**Work request:** In the data below, find the line containing "display:grid; place-items:center; width:50px;", then set down that line and every later line up to and including the line containing "position:absolute; left:470px; top:1031px;", exactly.

*** Available data Section Begins ***

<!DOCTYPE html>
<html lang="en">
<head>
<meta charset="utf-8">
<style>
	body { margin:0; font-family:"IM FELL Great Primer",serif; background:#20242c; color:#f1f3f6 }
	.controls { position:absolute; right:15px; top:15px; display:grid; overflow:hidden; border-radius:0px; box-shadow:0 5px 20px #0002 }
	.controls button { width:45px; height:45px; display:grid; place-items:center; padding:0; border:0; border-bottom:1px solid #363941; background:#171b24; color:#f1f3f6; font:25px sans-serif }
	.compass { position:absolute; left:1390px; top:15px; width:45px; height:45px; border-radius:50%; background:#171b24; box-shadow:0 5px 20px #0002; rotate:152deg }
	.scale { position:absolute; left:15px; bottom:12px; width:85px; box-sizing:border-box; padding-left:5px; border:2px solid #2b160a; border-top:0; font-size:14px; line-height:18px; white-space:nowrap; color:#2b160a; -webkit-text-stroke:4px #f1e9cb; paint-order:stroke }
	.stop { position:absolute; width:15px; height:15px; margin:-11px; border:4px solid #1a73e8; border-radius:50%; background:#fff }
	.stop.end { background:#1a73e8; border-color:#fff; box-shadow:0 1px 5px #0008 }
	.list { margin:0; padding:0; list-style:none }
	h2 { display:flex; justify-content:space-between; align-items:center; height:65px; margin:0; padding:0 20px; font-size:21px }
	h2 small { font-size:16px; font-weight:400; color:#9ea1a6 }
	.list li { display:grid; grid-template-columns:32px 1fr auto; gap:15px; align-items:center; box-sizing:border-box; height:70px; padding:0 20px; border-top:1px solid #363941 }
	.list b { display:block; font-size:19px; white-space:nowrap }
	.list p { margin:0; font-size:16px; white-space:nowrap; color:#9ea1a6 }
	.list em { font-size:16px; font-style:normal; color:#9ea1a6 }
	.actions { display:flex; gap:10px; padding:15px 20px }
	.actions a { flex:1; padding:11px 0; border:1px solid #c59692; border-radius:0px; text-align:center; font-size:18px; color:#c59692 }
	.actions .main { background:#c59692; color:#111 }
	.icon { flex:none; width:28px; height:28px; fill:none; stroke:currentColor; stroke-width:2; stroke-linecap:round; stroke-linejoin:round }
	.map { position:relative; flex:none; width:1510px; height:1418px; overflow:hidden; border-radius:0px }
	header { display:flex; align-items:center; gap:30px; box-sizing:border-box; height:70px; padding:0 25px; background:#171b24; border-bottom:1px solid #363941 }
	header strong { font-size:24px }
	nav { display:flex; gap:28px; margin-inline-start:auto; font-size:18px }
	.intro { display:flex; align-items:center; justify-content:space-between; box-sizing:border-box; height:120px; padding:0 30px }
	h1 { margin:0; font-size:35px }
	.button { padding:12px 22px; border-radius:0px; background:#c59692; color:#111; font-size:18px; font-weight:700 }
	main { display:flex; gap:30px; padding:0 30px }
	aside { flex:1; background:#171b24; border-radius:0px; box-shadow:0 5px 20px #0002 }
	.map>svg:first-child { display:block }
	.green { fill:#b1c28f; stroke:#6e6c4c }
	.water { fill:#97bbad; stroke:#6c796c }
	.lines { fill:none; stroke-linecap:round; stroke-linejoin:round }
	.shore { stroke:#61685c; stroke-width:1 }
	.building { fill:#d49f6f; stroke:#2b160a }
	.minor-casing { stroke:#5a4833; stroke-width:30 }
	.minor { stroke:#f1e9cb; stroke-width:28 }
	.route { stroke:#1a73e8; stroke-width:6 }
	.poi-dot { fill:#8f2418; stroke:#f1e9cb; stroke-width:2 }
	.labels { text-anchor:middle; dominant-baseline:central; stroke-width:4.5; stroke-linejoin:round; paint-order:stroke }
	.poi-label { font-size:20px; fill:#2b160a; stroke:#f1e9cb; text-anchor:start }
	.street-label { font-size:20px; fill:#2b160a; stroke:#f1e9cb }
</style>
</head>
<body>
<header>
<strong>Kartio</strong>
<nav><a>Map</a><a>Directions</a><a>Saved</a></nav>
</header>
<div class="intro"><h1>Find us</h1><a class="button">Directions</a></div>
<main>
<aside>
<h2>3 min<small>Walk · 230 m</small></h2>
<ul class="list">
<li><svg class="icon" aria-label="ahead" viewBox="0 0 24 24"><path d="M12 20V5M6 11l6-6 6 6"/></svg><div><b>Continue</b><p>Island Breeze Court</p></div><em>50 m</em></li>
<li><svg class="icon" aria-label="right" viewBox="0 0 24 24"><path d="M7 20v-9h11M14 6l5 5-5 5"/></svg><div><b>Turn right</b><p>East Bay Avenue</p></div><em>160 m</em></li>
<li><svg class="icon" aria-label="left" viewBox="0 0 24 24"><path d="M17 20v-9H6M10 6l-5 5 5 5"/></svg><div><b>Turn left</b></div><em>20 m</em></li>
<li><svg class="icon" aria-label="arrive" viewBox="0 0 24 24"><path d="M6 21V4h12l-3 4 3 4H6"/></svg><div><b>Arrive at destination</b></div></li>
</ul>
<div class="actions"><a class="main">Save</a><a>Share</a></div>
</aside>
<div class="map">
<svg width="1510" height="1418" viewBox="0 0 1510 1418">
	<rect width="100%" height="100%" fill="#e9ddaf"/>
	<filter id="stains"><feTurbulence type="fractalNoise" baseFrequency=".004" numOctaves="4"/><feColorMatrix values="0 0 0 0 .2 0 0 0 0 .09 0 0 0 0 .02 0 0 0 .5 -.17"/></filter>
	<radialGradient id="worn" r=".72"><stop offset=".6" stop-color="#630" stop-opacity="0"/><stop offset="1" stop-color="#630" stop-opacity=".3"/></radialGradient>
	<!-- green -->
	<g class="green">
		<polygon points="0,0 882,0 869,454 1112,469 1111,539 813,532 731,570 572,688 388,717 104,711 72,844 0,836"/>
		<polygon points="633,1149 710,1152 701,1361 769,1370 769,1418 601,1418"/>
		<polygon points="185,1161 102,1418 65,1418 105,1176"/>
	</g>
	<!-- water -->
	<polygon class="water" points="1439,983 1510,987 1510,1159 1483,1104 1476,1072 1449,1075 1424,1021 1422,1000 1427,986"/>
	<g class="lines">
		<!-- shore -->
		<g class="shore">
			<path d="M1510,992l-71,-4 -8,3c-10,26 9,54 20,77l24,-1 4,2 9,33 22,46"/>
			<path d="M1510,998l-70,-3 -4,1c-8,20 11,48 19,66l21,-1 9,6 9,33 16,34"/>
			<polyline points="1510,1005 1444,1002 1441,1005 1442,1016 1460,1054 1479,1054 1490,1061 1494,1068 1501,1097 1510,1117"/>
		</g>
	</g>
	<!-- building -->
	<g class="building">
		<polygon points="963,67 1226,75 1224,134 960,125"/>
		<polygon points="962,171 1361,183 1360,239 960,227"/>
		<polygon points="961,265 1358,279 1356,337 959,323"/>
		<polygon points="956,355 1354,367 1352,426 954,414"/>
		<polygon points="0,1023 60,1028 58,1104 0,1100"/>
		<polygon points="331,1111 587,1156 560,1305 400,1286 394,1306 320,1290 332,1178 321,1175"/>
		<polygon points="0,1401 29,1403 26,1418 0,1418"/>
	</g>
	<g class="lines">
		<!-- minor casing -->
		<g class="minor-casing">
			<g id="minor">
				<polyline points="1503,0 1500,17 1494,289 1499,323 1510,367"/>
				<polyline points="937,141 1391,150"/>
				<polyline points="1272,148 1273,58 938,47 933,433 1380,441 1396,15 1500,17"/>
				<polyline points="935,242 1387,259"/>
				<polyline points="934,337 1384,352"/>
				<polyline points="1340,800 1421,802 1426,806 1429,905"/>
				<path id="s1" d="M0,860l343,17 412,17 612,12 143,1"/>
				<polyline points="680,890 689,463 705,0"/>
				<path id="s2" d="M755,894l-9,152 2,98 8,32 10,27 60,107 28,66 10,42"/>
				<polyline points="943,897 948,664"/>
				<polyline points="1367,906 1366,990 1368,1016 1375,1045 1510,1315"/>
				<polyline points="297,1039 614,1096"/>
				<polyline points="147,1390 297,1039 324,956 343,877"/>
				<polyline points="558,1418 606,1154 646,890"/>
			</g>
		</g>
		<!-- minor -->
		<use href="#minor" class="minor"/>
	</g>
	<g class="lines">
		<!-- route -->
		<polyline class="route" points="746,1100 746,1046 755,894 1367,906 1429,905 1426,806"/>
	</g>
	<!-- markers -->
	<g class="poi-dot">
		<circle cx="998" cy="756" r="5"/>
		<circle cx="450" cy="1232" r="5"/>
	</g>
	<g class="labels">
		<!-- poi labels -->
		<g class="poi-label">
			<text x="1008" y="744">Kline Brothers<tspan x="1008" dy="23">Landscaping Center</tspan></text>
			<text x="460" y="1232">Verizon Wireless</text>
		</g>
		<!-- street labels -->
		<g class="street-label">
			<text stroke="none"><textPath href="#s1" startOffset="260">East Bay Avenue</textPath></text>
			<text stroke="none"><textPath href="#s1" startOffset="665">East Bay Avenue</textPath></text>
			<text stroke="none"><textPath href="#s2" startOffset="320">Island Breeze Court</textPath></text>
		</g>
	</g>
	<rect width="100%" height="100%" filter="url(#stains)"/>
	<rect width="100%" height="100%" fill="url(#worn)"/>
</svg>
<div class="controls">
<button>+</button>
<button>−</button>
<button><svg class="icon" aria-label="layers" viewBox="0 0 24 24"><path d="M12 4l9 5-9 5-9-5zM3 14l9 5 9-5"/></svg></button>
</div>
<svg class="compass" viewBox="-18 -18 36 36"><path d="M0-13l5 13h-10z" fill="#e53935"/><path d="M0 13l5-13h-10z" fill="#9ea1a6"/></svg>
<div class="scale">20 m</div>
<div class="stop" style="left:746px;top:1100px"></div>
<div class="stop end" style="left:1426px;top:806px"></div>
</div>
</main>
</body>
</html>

*** Available data Section Ends ***
*** Available data Section Begins ***

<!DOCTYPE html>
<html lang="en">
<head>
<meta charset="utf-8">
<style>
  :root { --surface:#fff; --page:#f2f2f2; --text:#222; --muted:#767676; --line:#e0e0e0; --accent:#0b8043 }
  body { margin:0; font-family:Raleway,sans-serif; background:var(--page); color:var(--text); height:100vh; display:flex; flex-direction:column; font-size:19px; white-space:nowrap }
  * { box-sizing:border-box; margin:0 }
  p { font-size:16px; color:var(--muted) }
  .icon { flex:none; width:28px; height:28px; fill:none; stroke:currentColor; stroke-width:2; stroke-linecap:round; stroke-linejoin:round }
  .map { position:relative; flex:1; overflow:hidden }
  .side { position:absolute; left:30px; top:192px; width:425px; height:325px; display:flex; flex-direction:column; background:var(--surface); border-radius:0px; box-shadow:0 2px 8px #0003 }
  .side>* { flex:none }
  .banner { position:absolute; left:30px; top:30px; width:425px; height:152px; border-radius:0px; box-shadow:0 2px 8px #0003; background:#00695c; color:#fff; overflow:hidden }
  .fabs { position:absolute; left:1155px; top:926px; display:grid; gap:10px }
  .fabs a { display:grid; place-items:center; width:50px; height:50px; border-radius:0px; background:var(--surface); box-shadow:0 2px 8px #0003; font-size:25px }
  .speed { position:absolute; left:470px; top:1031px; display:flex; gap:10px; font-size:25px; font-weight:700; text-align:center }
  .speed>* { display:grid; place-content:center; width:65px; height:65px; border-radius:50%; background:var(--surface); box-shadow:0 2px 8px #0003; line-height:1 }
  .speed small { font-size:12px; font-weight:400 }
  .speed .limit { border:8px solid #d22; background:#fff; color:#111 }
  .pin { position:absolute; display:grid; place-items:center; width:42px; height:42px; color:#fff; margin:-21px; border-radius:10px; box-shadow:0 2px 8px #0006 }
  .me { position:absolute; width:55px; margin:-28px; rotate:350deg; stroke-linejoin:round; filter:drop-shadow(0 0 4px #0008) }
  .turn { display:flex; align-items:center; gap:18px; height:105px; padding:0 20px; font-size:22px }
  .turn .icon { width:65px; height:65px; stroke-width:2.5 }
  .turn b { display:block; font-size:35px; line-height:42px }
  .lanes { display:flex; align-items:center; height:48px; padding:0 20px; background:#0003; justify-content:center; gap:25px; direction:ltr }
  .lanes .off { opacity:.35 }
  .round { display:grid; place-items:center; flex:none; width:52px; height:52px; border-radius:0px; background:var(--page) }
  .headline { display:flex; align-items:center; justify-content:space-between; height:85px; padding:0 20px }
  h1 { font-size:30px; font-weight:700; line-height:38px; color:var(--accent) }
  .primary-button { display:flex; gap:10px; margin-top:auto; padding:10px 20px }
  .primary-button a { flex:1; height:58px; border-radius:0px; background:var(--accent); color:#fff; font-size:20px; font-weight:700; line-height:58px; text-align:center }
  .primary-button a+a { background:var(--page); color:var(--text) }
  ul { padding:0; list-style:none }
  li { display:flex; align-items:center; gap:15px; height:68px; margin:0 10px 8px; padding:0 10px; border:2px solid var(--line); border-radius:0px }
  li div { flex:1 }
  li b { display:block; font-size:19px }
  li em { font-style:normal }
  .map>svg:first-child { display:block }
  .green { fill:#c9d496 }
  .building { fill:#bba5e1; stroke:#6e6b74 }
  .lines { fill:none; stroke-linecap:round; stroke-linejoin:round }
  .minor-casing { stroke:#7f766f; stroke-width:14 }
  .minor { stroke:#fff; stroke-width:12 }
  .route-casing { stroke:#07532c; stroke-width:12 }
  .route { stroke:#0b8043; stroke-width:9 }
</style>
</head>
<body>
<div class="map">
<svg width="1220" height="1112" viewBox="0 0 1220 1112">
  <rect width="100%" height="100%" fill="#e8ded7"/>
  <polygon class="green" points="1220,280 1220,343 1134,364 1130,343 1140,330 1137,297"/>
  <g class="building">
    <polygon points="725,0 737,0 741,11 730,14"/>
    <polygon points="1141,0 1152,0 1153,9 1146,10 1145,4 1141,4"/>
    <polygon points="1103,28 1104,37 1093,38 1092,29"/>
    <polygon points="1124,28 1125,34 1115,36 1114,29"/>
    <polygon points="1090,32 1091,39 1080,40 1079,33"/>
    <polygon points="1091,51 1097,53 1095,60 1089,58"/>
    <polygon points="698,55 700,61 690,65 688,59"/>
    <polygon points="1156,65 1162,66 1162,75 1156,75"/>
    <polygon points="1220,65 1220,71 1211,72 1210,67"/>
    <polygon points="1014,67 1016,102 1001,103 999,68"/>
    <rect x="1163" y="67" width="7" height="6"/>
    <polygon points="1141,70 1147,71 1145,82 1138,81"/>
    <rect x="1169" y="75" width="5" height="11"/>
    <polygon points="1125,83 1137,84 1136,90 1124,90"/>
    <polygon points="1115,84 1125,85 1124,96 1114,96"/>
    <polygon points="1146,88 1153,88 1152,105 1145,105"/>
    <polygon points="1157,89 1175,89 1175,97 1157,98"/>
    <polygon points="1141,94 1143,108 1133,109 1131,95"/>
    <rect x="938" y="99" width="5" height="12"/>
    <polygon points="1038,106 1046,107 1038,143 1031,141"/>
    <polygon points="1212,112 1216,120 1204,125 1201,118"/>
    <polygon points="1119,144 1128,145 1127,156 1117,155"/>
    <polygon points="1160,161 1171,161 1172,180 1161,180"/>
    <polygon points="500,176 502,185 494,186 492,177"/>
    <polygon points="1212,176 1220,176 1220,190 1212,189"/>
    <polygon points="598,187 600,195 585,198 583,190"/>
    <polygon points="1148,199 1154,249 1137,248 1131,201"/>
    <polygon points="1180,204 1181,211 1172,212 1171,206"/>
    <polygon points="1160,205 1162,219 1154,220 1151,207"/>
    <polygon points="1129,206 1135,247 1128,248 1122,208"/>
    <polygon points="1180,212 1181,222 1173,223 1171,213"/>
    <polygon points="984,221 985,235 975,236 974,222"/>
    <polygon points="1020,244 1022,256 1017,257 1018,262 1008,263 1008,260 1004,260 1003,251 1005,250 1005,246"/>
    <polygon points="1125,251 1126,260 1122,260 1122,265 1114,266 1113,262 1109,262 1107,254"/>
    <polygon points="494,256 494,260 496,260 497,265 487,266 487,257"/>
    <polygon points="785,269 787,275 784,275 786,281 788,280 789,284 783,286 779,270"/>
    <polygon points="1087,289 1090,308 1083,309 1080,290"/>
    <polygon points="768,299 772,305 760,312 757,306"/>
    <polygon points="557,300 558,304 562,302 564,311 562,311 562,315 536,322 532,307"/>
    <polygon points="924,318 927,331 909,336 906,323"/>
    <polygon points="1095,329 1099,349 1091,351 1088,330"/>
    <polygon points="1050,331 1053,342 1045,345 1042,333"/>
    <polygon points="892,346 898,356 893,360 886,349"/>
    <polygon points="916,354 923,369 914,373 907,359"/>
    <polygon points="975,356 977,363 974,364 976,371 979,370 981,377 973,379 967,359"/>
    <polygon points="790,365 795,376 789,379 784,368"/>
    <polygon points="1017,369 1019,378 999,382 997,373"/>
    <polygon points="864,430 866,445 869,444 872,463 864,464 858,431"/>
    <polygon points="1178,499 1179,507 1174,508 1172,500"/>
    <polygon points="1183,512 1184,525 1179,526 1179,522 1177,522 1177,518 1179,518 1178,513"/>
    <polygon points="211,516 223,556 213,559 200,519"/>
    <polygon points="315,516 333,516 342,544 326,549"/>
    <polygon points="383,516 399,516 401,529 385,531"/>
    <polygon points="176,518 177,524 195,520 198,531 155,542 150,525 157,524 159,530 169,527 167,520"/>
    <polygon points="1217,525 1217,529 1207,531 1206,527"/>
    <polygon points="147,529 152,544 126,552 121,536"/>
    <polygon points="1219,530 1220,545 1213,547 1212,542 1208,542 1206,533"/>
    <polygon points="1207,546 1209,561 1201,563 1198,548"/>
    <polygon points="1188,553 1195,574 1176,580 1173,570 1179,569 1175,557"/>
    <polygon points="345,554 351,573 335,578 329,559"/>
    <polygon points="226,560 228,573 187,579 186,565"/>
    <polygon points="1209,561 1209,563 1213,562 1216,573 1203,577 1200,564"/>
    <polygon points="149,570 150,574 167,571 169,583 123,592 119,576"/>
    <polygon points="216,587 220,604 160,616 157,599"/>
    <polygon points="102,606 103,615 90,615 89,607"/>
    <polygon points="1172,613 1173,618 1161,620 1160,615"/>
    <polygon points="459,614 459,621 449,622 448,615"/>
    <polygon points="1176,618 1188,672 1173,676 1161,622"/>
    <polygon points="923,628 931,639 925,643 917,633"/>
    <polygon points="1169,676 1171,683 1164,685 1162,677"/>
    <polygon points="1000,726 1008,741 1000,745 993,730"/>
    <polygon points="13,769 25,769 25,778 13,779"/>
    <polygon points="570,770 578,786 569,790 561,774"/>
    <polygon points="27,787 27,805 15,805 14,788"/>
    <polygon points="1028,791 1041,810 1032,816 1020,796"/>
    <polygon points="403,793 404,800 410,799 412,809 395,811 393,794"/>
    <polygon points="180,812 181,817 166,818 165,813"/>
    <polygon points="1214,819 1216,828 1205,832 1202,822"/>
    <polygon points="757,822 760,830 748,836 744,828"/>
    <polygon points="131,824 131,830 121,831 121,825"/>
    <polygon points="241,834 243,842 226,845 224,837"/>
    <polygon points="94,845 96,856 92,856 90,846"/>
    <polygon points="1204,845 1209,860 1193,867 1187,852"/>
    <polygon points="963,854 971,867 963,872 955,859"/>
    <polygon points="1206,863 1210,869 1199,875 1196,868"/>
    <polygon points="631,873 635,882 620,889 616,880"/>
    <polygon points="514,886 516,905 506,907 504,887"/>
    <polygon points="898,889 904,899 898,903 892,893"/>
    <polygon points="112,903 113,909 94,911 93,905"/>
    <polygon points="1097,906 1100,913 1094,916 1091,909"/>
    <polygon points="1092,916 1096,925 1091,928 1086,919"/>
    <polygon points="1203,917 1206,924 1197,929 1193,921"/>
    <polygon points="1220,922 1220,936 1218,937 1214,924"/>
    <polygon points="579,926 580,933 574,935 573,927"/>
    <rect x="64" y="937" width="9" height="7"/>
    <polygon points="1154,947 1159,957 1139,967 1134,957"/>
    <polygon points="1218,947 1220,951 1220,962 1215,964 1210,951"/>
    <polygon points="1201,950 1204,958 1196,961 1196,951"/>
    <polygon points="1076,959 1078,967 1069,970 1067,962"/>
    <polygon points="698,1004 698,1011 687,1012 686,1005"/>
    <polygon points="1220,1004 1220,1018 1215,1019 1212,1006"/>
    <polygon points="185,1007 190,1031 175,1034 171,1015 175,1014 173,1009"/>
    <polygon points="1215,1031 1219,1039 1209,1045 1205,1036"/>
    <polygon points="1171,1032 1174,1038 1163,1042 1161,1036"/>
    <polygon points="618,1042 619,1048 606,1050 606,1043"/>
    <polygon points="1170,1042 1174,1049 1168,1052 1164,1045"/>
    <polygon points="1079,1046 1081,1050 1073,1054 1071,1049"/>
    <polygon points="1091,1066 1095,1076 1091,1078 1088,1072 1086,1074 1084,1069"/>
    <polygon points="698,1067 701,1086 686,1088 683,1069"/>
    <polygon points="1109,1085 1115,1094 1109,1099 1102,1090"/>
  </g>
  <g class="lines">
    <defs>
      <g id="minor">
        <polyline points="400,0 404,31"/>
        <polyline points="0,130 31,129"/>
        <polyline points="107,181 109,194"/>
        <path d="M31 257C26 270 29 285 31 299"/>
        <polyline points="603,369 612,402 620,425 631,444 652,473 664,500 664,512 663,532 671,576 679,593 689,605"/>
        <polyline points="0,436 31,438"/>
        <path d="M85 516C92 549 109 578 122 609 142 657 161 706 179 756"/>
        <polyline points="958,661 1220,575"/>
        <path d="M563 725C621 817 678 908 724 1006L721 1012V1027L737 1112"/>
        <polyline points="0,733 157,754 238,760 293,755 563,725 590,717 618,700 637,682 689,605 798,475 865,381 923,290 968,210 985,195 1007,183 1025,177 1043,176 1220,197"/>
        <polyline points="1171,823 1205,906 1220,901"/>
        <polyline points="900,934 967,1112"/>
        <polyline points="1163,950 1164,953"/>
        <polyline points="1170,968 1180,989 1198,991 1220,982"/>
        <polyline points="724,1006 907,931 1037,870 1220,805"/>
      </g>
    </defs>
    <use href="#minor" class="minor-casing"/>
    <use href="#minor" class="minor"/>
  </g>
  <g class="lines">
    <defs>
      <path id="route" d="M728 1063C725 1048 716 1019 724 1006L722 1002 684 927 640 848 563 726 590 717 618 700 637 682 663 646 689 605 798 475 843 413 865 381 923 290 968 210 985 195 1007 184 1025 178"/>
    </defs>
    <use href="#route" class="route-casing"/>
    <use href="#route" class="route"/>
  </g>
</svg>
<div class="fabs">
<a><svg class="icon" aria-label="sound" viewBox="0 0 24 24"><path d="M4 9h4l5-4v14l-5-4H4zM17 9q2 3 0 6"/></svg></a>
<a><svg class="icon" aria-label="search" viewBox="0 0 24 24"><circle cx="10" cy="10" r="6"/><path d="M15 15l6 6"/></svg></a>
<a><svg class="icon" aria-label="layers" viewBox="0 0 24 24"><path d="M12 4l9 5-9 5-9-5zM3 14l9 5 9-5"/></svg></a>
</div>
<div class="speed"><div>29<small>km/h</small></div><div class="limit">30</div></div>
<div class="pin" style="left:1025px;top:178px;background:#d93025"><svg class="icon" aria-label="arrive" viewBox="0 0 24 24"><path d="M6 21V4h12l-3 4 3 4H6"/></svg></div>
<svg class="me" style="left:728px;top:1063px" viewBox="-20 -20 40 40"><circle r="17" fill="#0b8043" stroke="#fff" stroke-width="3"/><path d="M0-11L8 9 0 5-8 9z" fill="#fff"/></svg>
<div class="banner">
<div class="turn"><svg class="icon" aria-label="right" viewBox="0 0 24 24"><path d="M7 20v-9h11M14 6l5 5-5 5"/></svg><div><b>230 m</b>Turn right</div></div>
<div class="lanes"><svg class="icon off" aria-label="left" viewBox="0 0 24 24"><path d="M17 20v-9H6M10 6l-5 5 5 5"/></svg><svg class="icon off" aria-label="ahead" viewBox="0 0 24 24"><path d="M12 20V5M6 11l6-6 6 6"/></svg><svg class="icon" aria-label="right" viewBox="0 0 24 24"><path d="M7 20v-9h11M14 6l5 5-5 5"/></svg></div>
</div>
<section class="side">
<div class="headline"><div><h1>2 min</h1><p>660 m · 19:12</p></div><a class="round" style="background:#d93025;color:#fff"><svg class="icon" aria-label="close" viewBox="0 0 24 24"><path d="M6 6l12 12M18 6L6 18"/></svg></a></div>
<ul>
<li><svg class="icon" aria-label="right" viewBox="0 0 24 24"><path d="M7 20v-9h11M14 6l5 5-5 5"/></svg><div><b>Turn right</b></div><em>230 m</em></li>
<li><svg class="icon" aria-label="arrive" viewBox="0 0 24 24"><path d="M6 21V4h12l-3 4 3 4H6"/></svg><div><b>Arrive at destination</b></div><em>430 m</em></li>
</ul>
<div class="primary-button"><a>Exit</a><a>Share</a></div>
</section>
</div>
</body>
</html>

*** Available data Section Ends ***

**Written reply:**
  .fabs a { display:grid; place-items:center; width:50px; height:50px; border-radius:0px; background:var(--surface); box-shadow:0 2px 8px #0003; font-size:25px }
  .speed { position:absolute; left:470px; top:1031px; display:flex; gap:10px; font-size:25px; font-weight:700; text-align:center }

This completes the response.